MUTUAL AGREEMENT PROCEDURE

  1. Where a resident of a Contracting State considers that the actions of one or both of the Contracting States result or will result for him in taxation not in accordance with this Convention, he may, notwithstanding the remedies provided by the national laws of those States, present his case to the competent authority of the Contracting State of which he is a resident, or, if his case comes under paragraph 1 of Article 26, to that of the Contracting State of which he is a national. The case must be presented within three years from the first notification of the action resulting in taxation not in accordance with the provisions of the Convention.
  2. The competent authority shall endeavour, if the objection appears to it to be justified and if it is not itself able to arrive at an appropriate solution, to resolve the case by mutual agreement with the competent authority of the other Contracting State, with a view to the avoidance of taxation not in accordance with the Convention. Any agreement reached shall be implemented notwithstanding any time limits in the national laws of the Contracting States.
  3. The competent authorities of the Contracting States shall endeavour to resolve by mutual agreement any difficulties or doubts arising as to the interpretation or application of the Convention.

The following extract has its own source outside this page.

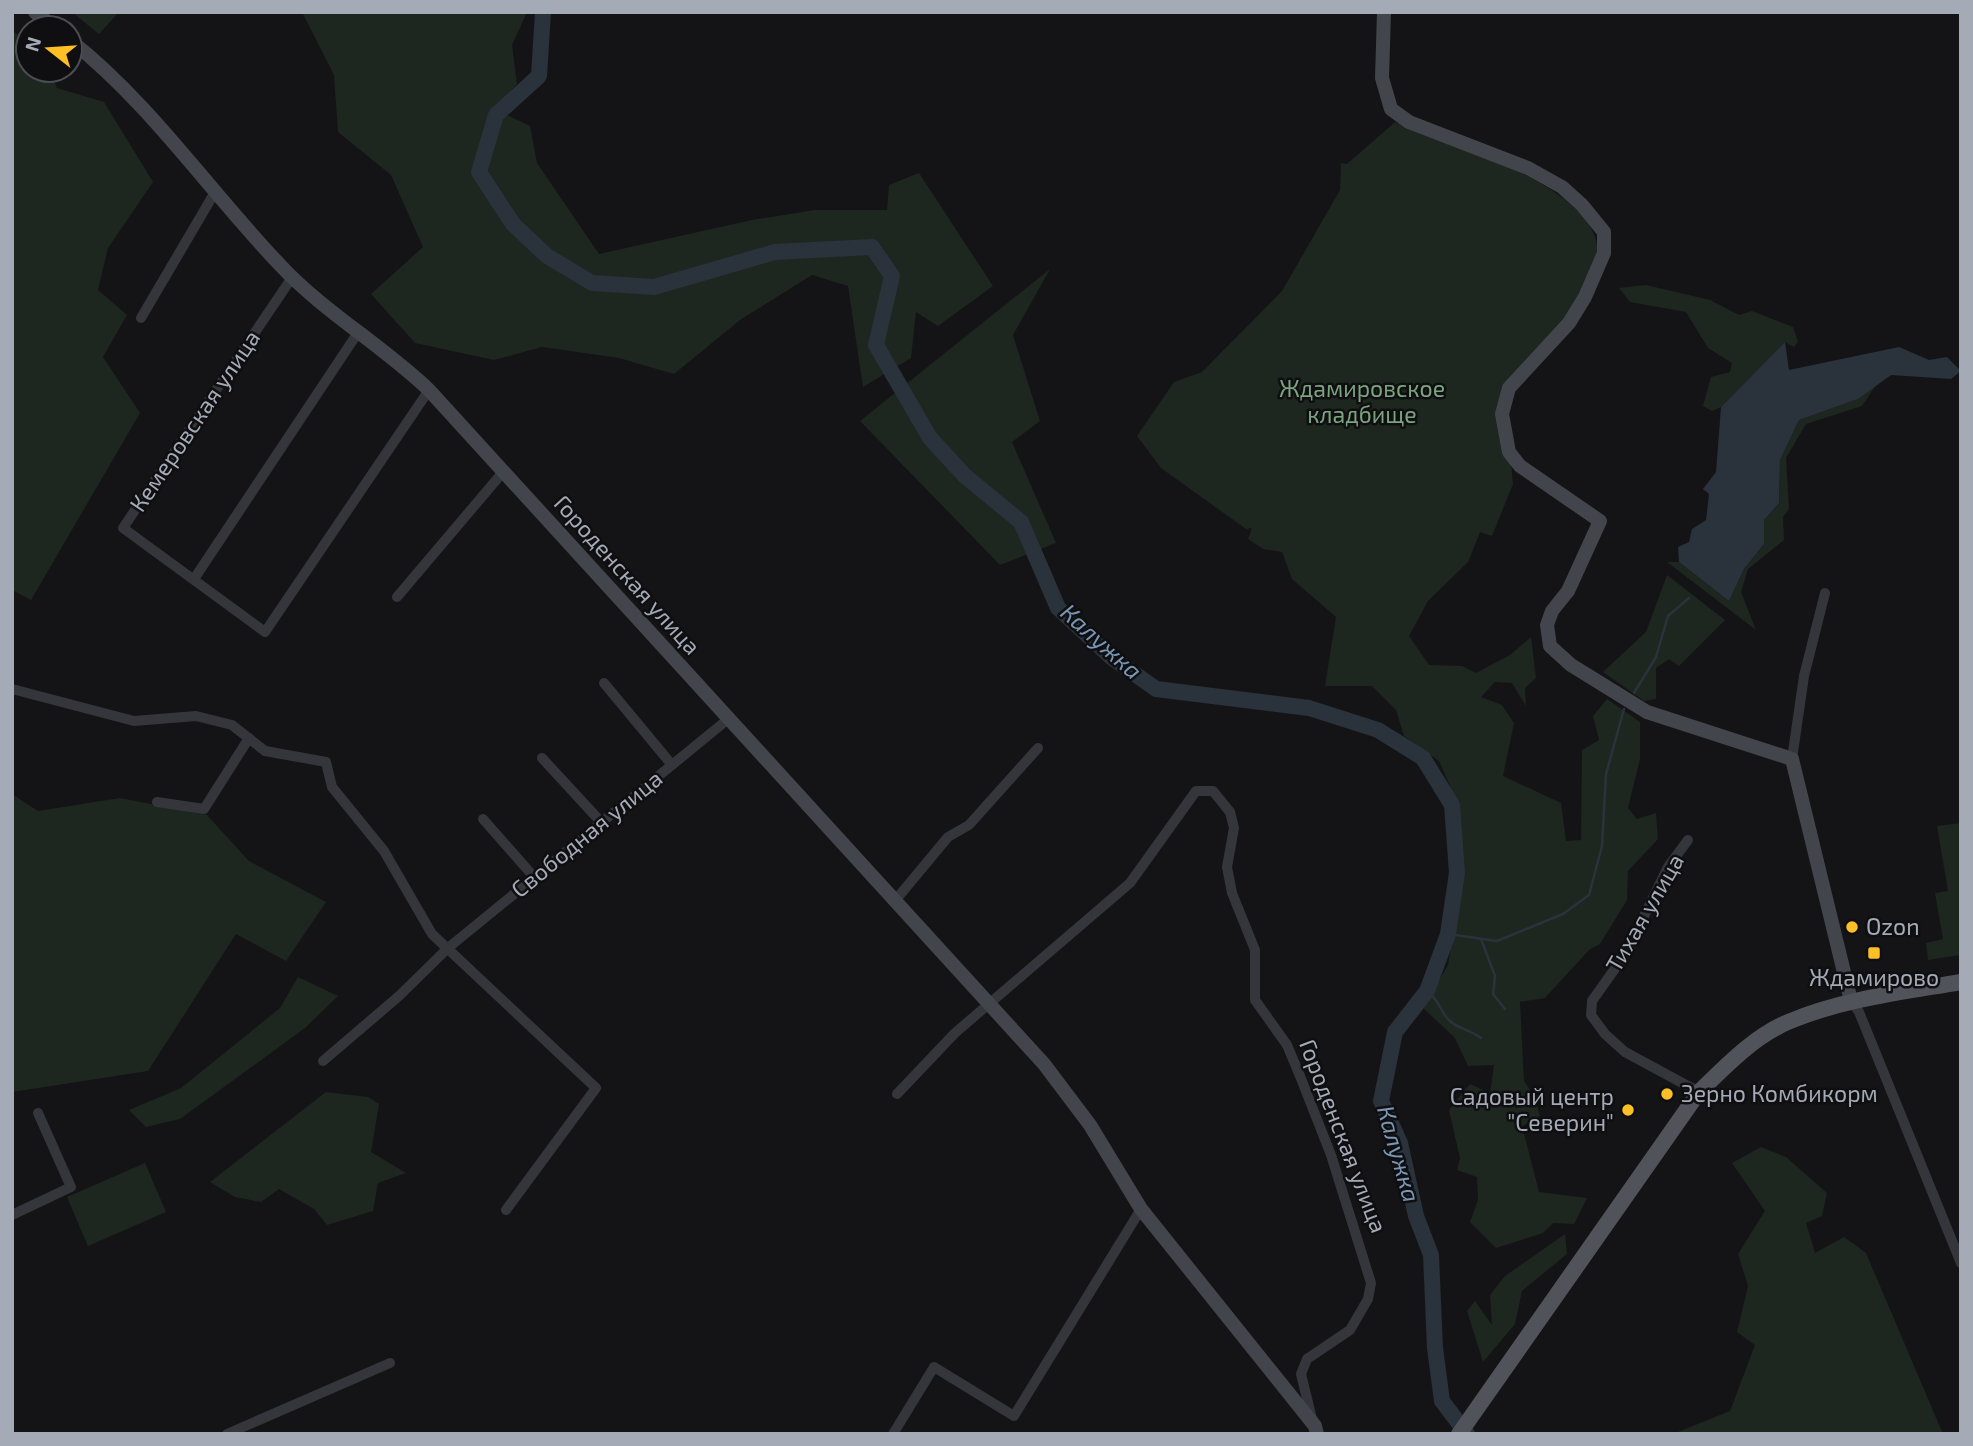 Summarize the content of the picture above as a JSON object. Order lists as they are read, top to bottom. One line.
{"streets":{"street":["Кемеровская улица","Городенская улица","Свободная улица","Тихая улица"]},"crossings":[["Кемеровская улица","Городенская улица"],["Городенская улица","Свободная улица"]],"water":["Калужка"],"parks":["Ждамировское кладбище"],"places":{"other":["Ozon","Зерно Комбикорм","Садовый центр \"Северин\""],"transit":["Ждамирово"]},"north":"left"}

They may also consult together for the elimination of double taxation in cases not provided for in the Convention. The competent authorities shall also, by mutual agreement, develop appropriate actions, methods and techniques to improve the exchange of information carried out under Article 28 of this Convention.
  4. The competent authorities of the Contracting States may communicate with each other directly for the purpose of reaching an agreement in the sense of the preceding paragraphs. When it seems advisable in order to reach agreement to have an oral exchange of opinions, such exchange may take place through a Commission consisting of representatives of the competent authorities of the Contracting States.

ARTICLE 28

EXCHANGE OF INFORMATION

  1. The competent authorities of the Contracting States shall exchange such information (including copies of documents when relevant) as is necessary for carrying out the provisions of the Convention or of the domestic laws of the Contracting States concerning taxes covered by the Convention, insofar as the taxation thereunder is not contrary to the Convention, in particular for the prevention of fraud or tax evasion and of tax avoidance. The exchange of information is not restricted by Article 1. Any information received by a Contracting State shall be treated as secret in the same manner as information obtained under the domestic laws of that State. However, if the information is originally regarded as secret in the transmitting State, it shall be disclosed only to persons or authorities (including courts and administrative bodies) involved in the assessment or collection of, the enforcement or prosecution in respect of, or the determination of appeals in relation to the taxes which are the subject of the Convention. Such persons or authorities shall use the information only for such purposes but may disclose the information in public court proceedings or in judicial decisions.
  2. In no case shall the provisions of paragraph 1 be construed so as to impose on a Contracting State the obligation :
(a) to carry out administrative measures at variance with the laws or administrative practice of that or of the other Contracting State;
(b) to supply information which is not obtainable under the laws or in the normal course of the administration of that or of the other Contracting State;
(c) to supply information which would disclose any trade, business, industrial, commercial or professional secret or trade process or information the disclosure of which would be contrary to public policy.

ARTICLE 29

DIPLOMATIC AND CONSULAR OFFICERS

Nothing in this Convention shall affect the fiscal privileges of diplomatic agents or consular officers under the general rules of international law or under the provisions of special agreements.

ARTICLE 30

ENTRY INTO FORCE

  1. This Convention shall be ratified and the instruments of ratification shall be exchanged as soon as possible.
  2. This Convention shall enter into force upon the exchange of the instruments of ratification and its provisions shall have effect :
(a) in Spain :
in respect of taxes chargeable on income or on capital for any taxable year beginning on or after the first day of January of the calendar year next following that in which the Convention enters into force.
(b) in India :
(i ) in respect of income arising in any taxable year beginning on or after the first day of April of the calendar year next following that in which the Convention enters into force,
(ii ) in respect of capital which is held on the last day of any taxable year beginning on or after the first day of April of the calendar year next following that in which the Convention enters into force.

ARTICLE 31

TERMINATION

  1. The Convention shall remain in force indefinitely, but either of the Contracting States may, on or before the thirtieth day of June in any calendar year beginning after the expiration of a period of five years from the date of its entry into force, give to the other Contracting State through diplomatic channels, written notice of termination. In such event, the Convention shall cease to have effect :
(a) in Spain, in respect of taxes chargeable for any taxable year beginning on or after the first day of January of the calendar year next following that in which the notice of termination is given;
(b) in India, in respect of income arising in any taxable year beginning on or after the first day of April of the calendar year next following that in which the notice of termination is given and in respect of capital which is held on the last day of any taxable year beginning on or after the first day of April next following the calendar year in which the notice of termination is given.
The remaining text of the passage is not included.